10K TPS on Neo and beyond

5 min readSep 17, 2020

The figure of 10K TPS has been long known as theoretically possible for Neo, but claiming to know kung fu is not the same as showing it. That’s why after the Neo 3 preview3-compatible release of NeoGo 0.91.0 in August and some associated performance measurements we’ve asked ourselves — can we do better than that and how far away that 10K TPS is? NeoGo had never been truly optimized for TPS before (we had a lot of other things to do), so we started looking into ways to improve it and now we have something to show.

Testing setup

We’re constantly improving neo-bench which is the tool we use for benchmarking and there have been some changes made since the preview3 version of it. Apart from the new functionality provided (such as building C# node from the source code), there were fixes for the RATE mode and some other corrections. It also now saves a bit more data and can draw more graphics for you.

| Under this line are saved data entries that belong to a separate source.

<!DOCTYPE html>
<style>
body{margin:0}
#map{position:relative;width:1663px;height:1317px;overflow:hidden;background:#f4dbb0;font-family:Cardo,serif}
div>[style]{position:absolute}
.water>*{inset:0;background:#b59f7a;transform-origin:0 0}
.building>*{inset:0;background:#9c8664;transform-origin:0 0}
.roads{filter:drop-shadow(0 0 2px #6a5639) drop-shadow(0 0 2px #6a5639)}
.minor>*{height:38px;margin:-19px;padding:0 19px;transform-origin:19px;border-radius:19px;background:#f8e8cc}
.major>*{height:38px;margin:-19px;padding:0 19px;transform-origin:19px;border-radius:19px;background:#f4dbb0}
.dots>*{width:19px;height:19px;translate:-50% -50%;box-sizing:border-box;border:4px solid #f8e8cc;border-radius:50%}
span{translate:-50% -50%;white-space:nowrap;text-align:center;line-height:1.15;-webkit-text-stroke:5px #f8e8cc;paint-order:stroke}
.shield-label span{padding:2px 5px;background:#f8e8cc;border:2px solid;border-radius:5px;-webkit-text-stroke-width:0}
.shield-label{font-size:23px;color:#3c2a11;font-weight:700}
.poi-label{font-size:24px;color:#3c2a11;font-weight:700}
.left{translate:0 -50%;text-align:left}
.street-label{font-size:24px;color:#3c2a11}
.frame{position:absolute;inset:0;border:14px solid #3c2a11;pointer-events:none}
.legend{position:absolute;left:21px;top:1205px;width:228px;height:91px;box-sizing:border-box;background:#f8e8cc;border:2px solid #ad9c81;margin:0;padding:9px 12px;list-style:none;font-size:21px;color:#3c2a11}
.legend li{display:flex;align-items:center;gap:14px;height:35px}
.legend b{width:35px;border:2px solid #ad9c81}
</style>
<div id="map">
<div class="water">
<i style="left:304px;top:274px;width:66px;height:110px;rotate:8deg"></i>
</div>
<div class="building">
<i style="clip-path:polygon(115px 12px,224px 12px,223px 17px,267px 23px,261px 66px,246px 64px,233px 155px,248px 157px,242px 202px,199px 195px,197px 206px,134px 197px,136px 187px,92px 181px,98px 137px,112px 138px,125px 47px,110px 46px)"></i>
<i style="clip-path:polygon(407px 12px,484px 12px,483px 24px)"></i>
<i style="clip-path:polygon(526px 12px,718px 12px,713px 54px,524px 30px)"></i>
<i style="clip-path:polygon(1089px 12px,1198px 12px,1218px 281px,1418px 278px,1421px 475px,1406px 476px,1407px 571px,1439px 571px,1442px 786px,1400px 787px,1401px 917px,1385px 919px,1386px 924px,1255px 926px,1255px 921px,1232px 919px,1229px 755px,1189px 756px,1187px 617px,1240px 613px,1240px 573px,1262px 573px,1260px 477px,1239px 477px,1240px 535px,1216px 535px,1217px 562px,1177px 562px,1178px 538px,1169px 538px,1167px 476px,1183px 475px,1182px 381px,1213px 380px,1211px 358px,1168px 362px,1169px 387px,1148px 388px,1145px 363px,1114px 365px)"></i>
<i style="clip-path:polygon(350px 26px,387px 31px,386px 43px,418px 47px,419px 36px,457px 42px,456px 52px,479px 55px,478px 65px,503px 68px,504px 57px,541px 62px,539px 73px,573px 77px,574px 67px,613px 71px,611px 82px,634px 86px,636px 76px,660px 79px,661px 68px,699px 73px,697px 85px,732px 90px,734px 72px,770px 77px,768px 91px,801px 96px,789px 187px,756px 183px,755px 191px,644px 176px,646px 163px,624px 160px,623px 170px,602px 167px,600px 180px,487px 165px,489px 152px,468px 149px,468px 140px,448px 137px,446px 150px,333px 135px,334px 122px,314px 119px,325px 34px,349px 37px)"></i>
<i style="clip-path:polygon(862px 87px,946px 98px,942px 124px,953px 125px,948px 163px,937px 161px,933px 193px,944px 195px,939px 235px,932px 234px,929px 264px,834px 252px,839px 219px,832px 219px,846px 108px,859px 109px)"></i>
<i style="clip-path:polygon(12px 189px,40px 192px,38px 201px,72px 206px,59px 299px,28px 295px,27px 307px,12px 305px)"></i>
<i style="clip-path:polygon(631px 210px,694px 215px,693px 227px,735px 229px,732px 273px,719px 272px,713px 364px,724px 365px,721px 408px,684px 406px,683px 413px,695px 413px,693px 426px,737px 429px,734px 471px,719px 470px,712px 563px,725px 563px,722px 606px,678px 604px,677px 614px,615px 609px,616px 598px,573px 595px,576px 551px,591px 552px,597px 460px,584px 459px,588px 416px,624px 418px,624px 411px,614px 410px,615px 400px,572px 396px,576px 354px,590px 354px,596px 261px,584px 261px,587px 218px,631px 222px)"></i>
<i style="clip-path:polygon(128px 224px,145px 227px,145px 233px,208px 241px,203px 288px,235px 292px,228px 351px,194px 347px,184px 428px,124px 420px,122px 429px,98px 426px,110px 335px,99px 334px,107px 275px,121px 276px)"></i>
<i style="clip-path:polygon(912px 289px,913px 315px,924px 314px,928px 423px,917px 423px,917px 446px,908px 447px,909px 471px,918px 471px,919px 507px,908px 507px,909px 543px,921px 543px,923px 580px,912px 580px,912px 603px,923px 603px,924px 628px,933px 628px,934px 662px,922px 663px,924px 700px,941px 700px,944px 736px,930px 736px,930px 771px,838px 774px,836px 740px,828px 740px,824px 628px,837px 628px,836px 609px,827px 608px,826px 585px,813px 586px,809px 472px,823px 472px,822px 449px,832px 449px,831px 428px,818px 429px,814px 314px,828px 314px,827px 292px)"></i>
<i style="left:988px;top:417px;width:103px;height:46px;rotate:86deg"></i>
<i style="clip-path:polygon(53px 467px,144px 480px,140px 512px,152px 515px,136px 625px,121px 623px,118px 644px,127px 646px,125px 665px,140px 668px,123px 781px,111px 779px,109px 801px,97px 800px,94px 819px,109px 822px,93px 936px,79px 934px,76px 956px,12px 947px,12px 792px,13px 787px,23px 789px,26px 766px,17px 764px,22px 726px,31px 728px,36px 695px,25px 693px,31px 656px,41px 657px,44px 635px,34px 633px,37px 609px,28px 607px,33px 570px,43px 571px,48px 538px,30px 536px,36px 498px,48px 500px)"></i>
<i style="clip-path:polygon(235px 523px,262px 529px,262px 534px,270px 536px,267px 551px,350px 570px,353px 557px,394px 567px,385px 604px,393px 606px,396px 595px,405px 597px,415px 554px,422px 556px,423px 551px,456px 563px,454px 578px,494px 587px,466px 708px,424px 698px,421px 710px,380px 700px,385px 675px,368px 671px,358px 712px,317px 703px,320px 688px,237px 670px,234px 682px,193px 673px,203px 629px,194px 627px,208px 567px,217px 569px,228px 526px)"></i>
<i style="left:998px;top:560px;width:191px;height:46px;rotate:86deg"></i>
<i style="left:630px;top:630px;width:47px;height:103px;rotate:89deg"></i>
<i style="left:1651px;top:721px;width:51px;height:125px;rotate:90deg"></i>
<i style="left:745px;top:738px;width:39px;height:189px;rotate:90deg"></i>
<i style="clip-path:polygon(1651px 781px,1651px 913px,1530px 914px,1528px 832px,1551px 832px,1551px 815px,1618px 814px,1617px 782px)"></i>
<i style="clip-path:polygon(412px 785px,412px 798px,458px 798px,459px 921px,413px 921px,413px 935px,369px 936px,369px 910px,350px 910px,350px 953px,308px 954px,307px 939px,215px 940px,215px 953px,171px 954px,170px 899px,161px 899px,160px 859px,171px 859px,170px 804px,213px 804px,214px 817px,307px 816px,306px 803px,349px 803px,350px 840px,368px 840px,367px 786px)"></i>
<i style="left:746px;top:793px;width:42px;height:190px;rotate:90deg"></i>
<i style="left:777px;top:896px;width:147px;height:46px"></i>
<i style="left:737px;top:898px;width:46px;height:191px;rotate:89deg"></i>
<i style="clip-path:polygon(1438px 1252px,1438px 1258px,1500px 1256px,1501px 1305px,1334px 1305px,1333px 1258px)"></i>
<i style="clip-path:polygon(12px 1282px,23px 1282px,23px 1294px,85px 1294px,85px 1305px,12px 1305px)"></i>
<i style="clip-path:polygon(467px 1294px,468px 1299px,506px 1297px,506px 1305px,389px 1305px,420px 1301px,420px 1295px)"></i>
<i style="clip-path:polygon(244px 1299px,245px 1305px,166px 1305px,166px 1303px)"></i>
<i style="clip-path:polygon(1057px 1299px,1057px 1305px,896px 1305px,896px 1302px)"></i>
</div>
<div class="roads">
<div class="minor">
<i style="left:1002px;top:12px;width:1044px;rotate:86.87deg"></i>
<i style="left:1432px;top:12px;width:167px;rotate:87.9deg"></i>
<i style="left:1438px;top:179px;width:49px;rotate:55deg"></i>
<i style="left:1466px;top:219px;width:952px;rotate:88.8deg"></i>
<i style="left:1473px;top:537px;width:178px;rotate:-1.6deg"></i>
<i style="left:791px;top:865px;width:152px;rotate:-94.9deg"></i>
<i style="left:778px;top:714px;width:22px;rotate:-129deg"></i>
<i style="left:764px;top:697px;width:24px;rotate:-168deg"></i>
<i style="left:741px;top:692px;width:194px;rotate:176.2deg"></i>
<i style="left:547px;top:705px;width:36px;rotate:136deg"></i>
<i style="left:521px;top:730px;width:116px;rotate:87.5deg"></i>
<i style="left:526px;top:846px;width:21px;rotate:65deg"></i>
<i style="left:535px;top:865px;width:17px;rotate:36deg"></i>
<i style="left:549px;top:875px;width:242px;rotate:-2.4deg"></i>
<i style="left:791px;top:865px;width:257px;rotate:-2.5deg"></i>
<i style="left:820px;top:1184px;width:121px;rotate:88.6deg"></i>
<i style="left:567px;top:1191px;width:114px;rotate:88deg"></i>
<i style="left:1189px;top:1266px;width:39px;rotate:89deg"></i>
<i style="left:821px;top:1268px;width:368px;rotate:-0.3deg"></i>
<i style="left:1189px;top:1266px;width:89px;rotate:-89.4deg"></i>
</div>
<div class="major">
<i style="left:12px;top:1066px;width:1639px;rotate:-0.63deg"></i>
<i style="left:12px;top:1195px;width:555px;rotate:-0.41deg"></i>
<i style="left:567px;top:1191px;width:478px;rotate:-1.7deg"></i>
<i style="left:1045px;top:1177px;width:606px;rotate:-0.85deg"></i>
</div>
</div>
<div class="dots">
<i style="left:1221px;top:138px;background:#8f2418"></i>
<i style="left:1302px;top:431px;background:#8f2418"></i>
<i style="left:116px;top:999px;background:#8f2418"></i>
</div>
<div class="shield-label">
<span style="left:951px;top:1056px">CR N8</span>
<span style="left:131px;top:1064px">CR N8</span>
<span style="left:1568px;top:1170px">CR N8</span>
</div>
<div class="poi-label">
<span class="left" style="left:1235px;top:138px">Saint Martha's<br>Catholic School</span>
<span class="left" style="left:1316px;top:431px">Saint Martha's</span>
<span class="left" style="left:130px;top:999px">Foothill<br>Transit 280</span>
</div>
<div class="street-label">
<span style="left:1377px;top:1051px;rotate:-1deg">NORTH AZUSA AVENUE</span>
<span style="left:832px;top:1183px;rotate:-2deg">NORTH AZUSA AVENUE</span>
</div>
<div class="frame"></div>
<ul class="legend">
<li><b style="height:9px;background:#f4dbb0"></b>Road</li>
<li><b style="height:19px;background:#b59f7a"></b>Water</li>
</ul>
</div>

Meanwhile, one change stands out, even though it’s just a one-liner. We are configuring the network for performance testing, which means that regular policy limits are too low for us, but for quite some time we were fine with the limit of 40K transactions per block. Until after some optimizations we saw how the node fills one block after another with exactly 40K transactions. So, this policy became a bottleneck. Of course, we have tried to increase that value, but it turned out that the current Neo 3 protocol just doesn’t allow any values of more than 64K. And even we’re to break the protocol here we could only go twice higher before hitting another limit, so it’s not that easy and an increase in transactions per block is not the same as an increase in transactions per second because these huge blocks incur more processing overhead. Thus, for now we’re just setting it to 64K.

Moreover, we no longer experiment with VerifyTransactions configuration. After all the changes done to the node, it does not affect the performance that much to care about it (even though it still does what it’s intended to). At the same time, we’ve started experimenting with different DB backends (and we have four of them supported). Even though the main focus has always been on LevelDB that is the default, BadgerDB showed some interesting results, so we added it into the mix.

Other than that, it’s the same tool with the same single-node and four-nodes setups running on a commodity laptop with i7–8565U CPU and 16 GB of RAM. For this post we’ve used commit efb3856252fcc924de9c7d6b4d75b78478f6816c of neo-bench and tested version 1dc93216eeca06880f10e435dd56a32840530e7e of NeoGo (which has some post-preview3 functional changes).

Single-node performance

We’ve concentrated on the 30 worker threads mode because the 10 worker threads mode tends to underutilize the node a bit and the ‘100’ mode usually doesn’t add much. Below is what we have for a single node with 1M transactions pushed into it:

Average TPS values for the test are 10,374 for LevelDB and 11,981 for BadgerDB. But if the curve shape looks a little strange to you — you’re not alone and here’s why it happens:

The node starts packing transactions into blocks and with a third block it hits the 64K limit we’ve talked about earlier. It can’t add more transactions into a block, but neo-bench worker threads keep pushing transactions into mempool (that has 500K capacity in this mode) and it absorbs them until workers run out of transactions (they only have 1M of them) around block 11–12. That frees up some resources and the node starts packing the same 64K transactions into blocks faster, which leads to an increase in per-block TPS value. See the CPU utilization, there is an obvious drop when all remaining transactions settle in the mempool:

So what we have is a very capable and scalable RPC and mempool combination that validates and stores transactions faster than consensus and persisting logic can create and process blocks. Still, that’s 1M transactions packed into blocks with a very nice resulting average TPS and obviously we now know well where to look in an endless quest for even better performance values.

Four-nodes performance

But single node is single node, let’s also look into the four-nodes setup that has improved too:

We have an average of 1759 TPS for LevelDB and 2000 for BadgerDB, but we have to admit that these values are less stable and there is a simple reason for that. We run tests on a single machine with just four physical (plus four HT) cores, and in this mode we run five (4 CNs plus 1 RPC) nodes there that accept RPC, distribute transactions via P2P, approve blocks in consensus, and process them. All of these nodes try to get as much CPU power and disk I/O as they can, but the machine is not that powerful. Yet improvements are still clear with the 2K TPS reached using BadgerDB.

RATE mode stability

Remember that shaky TPS graphic for the RATE mode with preview3-compatible NeoGo that jumped from 18 Tx/s to 38 Tx/s and back with every block? Well, it’s not a problem any more, now, with 50 RPS it looks like this for a single node:

And like this for four nodes (not very different, really):

Thus, this problem has been solved as well, the behavior is much more stable for different fixed rates.

Conclusion

10K TPS on Neo is a reality for a single node
2K TPS is a reality for four nodes setup (and probably more if one is to use a better machine to run these tests on)
there is still some potential for improvement, but now it mostly depends on block processing optimization rather than on transaction validation/pooling

Nevertheless, the most important thing probably is that all of these improvements would be impossible without an open benchmarking platform that provides reproducible results and can work with any node implementation. Because it is exactly what makes the difference between thinking you are and knowing you are.